Exactly. Teixeira’s proscription would just keep moving the Overton Window to the right. Shocks me that so many Democratic so-called experts can’t see that. I had a heck of a time getting my friends and relatives to vote, and it wasn’t because Harris was too progressive. It was the opposite, and the huge decline in Democratic votes from the 2020 election proves it IMHO.

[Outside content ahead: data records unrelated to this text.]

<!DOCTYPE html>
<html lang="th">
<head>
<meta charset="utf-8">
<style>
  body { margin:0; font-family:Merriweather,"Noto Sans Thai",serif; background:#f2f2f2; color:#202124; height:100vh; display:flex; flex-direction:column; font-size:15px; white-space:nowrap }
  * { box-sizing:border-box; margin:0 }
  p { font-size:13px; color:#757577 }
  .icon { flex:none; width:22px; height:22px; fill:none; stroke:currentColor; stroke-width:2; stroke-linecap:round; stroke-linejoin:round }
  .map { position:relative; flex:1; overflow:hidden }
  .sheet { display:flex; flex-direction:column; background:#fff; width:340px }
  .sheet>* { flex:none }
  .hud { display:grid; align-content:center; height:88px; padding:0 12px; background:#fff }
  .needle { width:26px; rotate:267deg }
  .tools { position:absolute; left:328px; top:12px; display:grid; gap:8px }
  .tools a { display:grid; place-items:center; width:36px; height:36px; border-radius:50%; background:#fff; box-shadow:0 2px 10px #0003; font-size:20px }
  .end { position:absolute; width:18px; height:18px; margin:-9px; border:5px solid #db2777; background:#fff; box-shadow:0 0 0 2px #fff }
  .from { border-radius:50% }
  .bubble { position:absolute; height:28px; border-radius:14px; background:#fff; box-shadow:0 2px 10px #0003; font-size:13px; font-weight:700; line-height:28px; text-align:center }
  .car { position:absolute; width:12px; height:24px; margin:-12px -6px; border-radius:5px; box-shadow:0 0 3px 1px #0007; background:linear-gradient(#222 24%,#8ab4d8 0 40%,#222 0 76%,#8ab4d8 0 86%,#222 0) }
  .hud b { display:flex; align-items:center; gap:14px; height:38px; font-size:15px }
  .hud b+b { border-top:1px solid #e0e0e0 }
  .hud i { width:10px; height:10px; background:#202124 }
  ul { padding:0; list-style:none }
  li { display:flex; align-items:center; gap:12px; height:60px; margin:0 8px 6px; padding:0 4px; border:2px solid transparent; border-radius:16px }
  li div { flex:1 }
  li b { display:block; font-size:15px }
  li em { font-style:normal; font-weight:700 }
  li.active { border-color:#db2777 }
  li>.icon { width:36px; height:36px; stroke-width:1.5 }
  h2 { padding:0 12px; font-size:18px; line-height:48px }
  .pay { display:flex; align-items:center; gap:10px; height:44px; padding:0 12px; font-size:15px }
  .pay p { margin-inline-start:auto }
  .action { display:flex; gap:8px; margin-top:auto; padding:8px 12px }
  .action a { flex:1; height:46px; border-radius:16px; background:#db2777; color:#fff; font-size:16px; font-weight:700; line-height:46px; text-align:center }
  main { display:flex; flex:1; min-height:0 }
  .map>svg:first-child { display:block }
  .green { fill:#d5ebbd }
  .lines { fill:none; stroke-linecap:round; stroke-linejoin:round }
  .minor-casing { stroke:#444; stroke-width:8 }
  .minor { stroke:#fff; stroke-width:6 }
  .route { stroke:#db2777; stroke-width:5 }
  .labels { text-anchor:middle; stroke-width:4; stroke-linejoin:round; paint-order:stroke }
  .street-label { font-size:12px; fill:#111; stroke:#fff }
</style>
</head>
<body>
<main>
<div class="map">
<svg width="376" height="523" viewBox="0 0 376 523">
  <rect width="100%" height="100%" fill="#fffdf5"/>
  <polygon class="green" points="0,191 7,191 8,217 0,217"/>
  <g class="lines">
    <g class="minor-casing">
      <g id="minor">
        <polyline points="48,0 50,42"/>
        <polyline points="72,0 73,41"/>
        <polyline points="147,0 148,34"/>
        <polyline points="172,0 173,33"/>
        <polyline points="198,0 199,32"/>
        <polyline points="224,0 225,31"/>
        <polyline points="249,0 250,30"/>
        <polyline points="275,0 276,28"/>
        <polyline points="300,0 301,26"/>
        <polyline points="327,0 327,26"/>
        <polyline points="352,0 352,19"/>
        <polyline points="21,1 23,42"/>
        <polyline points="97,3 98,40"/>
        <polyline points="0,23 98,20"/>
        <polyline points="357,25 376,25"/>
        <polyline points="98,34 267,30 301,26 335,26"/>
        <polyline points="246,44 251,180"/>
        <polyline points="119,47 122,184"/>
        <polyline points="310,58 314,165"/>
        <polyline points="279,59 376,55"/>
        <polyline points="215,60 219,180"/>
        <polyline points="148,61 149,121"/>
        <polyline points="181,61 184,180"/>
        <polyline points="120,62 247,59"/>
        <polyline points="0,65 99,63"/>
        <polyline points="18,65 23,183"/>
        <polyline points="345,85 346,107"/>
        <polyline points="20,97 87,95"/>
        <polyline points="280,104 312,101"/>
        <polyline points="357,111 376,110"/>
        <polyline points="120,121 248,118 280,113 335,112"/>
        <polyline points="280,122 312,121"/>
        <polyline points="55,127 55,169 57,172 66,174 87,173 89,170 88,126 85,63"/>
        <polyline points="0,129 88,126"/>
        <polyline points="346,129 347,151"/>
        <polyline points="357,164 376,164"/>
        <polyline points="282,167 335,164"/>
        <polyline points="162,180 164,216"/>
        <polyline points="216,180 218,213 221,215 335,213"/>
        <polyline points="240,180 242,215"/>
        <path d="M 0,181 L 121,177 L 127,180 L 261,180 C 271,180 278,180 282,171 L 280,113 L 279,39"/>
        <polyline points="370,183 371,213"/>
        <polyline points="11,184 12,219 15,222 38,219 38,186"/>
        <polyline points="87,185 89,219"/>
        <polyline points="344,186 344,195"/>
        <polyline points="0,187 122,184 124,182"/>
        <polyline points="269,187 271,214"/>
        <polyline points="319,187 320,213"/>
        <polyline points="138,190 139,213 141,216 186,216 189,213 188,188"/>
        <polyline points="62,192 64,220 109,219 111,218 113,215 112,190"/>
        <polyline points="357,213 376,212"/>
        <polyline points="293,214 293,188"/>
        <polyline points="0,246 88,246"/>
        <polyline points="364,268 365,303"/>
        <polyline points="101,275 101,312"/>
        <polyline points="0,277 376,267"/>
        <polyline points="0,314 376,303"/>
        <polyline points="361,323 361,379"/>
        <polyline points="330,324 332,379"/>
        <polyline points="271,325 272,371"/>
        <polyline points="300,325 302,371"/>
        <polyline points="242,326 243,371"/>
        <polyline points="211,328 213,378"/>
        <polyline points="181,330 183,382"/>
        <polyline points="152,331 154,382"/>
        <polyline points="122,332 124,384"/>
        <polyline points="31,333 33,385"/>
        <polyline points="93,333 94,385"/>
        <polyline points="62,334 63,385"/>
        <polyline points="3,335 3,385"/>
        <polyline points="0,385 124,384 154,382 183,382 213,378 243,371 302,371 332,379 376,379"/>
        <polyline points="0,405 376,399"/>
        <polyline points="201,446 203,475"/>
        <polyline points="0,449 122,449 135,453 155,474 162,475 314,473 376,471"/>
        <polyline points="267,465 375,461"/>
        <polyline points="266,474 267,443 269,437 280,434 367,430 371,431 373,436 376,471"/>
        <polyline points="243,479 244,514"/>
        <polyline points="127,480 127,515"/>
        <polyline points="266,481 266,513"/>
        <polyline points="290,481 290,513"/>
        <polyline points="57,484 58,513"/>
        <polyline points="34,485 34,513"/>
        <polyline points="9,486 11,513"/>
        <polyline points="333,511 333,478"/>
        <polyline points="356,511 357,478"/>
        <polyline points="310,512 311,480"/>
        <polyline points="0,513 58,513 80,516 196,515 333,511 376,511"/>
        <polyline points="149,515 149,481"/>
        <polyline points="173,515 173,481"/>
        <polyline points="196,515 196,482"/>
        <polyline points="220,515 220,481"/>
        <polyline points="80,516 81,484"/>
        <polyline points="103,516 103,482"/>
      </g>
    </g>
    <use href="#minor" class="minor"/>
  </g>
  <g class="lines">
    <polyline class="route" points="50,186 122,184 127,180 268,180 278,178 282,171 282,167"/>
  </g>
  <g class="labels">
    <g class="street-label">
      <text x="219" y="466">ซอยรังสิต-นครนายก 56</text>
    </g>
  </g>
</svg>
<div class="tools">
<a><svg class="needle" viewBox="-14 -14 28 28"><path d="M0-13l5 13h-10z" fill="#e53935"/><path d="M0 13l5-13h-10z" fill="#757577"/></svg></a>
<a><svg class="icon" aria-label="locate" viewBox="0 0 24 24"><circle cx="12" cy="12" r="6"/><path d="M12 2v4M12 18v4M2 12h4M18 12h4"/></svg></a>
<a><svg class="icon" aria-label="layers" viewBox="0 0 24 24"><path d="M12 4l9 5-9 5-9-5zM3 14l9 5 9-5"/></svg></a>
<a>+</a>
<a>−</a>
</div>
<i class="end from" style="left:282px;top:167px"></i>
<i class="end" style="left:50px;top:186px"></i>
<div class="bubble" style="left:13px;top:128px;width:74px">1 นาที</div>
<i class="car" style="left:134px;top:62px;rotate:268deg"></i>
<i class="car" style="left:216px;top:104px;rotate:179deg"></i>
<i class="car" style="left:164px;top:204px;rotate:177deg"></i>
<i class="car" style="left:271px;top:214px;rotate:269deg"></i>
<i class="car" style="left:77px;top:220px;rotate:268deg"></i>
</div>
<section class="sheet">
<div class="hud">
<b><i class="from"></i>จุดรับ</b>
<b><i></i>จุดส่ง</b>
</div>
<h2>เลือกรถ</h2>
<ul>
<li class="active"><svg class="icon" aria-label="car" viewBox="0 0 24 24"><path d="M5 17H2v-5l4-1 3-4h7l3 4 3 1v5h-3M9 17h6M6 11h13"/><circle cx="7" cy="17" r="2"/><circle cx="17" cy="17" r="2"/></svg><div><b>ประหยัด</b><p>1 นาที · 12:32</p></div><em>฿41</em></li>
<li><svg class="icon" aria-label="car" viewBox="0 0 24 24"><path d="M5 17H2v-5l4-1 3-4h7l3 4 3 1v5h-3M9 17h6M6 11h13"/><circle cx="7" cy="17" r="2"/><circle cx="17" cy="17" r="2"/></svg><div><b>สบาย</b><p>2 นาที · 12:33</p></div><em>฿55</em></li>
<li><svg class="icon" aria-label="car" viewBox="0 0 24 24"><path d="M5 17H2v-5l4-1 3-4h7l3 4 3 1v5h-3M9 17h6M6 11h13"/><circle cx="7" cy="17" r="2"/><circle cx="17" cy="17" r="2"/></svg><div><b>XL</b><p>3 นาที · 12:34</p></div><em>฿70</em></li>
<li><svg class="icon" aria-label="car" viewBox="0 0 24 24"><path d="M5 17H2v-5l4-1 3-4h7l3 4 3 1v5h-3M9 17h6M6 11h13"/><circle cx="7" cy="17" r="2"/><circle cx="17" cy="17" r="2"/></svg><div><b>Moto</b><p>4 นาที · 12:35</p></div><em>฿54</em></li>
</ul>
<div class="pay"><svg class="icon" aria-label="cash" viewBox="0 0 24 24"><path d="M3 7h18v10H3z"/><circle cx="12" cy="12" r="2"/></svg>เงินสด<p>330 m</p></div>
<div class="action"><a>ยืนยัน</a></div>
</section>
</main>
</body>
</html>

This article is very misleading and full of erroneous cherry-picking. For example, quoting the Wall Street Journal as a reliable, accurate source is almost always a mistake. Biden’s stimulus package had little to do with the inflation surge and did not, as you say, make it “substantially worse”. https://jabberwocking.com/inflation-around-the-world/
It was a world-wide phenomena in that every Party in power during Covid lost power in a following election. The U.S. was no exception. And going back to 1980, Democratic defeats always boil down to one constant. Losing touch with the working-class. Harris started strong with an economic justice message, but once she turned away from that, her polling dropped.
https://rollcall.com/2025/01/16/senate-panel-votes-in-support-of-remain-in-mexico-border-policy/
Democrats are still in favor of the abuse of the asylum system in order to retain a de facto open borders policy.
And still making this argument with rhetoric that puts the needs of foreigners above those of citizens.
“The committee voted 7-8 to reject an amendment offered by Peters that would have required the executive branch to certify to Congress any policy change for immigration would not have negative effects such as increased incidents of rape of asylum seekers, human trafficking or family separation.”